The wealthy nations can’t stop immigration by force or tricks
Britain’s Conservative government hopes to drive a stake through the post-World War II consensus that persecuted people around the world must be granted the right to asylum.
Under a bill that passed Parliament in April, asylum seekers who arrive in Britain by irregular means will be summarily sent to Rwanda. Officials in Kigali will assess their claim and, if granted, offer asylum in the Central African country.
Keeping them out
Britain’s tactic isn’t an outlier. Around the world, rich countries facing huge numbers of desperate people flocking to their borders are experimenting with extreme measures to keep them out.
From 2012 to 2014, Australia transferred asylum seekers arriving by boat to Nauru and Papua New Guinea, before changing tactics to intercept boats at sea and return them to their points of departure.

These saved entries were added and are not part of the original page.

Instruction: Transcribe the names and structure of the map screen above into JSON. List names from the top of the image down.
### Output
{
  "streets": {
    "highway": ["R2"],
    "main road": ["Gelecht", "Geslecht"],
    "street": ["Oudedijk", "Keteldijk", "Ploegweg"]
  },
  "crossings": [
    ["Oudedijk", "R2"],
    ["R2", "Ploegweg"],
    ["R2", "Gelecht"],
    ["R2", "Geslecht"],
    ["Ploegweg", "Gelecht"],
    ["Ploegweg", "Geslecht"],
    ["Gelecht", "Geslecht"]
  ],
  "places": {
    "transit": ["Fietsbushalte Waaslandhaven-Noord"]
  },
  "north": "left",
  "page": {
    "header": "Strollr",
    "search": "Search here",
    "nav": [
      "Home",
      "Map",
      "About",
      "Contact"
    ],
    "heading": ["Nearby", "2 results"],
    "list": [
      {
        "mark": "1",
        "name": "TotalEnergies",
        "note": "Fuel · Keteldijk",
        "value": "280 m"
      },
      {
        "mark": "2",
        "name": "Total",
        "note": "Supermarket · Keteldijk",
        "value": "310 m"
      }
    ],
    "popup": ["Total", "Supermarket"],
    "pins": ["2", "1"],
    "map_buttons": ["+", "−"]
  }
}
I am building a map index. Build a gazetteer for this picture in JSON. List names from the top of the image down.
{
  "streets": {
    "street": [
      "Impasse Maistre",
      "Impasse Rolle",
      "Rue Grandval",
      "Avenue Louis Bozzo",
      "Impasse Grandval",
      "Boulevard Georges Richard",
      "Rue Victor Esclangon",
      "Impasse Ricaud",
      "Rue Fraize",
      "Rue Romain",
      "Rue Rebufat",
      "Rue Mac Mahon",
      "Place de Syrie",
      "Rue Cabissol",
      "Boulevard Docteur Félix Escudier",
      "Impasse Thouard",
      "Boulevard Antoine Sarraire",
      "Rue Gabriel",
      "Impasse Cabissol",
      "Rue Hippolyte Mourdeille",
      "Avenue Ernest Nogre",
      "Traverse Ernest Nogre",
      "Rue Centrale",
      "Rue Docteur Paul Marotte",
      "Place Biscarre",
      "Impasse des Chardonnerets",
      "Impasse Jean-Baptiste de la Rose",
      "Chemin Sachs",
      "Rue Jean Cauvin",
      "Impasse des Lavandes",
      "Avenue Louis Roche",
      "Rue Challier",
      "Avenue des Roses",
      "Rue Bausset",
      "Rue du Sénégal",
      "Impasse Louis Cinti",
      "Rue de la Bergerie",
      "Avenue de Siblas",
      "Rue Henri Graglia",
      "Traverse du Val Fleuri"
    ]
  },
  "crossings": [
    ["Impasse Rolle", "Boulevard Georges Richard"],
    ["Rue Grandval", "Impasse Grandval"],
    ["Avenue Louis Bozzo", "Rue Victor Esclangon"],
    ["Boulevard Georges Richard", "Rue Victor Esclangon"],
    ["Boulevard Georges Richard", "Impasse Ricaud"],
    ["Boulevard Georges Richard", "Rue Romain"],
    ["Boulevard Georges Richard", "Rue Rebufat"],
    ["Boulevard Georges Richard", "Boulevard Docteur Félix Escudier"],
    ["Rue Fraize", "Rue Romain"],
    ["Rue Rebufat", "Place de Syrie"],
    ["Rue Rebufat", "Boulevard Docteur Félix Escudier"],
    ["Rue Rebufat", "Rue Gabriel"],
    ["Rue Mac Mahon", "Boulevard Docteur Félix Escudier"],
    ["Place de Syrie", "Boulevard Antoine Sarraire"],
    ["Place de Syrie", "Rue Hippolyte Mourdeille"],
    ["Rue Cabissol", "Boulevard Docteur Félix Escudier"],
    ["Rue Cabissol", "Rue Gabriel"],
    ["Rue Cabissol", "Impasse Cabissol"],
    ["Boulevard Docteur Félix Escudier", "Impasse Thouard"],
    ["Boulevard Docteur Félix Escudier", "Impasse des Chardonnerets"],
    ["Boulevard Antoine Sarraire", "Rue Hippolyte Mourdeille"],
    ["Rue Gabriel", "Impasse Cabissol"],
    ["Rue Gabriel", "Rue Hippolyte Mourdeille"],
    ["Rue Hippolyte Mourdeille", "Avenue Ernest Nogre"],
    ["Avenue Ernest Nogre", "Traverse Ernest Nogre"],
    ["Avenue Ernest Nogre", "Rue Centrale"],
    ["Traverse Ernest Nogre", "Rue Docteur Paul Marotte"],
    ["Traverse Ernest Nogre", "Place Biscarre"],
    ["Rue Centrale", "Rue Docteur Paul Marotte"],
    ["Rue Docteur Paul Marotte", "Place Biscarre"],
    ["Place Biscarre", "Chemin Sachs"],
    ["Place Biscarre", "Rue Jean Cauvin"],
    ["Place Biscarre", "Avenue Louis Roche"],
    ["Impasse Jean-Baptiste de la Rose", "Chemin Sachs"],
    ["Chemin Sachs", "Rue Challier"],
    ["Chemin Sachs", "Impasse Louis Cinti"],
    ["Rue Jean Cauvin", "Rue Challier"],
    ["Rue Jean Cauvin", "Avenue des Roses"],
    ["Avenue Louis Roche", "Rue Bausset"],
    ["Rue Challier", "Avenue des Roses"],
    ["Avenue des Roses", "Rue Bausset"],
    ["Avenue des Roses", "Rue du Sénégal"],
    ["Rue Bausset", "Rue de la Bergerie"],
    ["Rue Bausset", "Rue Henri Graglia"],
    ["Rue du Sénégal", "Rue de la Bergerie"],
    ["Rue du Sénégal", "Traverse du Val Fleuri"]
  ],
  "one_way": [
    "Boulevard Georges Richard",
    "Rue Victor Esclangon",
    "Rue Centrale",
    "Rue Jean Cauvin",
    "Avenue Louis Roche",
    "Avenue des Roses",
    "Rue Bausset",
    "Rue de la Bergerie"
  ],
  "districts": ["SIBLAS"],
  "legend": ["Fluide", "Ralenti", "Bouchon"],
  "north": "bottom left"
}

In Europe, Italy struck a deal wherein Albania would host migrant processing centers (though they would be staffed by Italian officials, and migrants granted asylum would be settled in Italy). Denmark passed legislation in 2021 allowing it to transfer asylum seekers outside Europe, with the goal, said Prime Minister Mette Frederiksen, of achieving “zero asylum seekers.”
President Biden is exploring alternative means to keep migrants out. Last year, he arranged for Mexico to accept 30,000 expelled migrants per month from Venezuela, Nicaragua, Haiti and Cuba. Most recently, he has threatened to “shut down” the border to migrants who enter the country illegally to seek asylum.
These roadblocks have been built to deter unprecedented flows of people seeking safe refuges around the world. The United States received 1.8 million asylum seekers in 2022, compared with 19,000 a decade earlier. Asylum seekers in Britain jumped nearly ninefold, to 167,000.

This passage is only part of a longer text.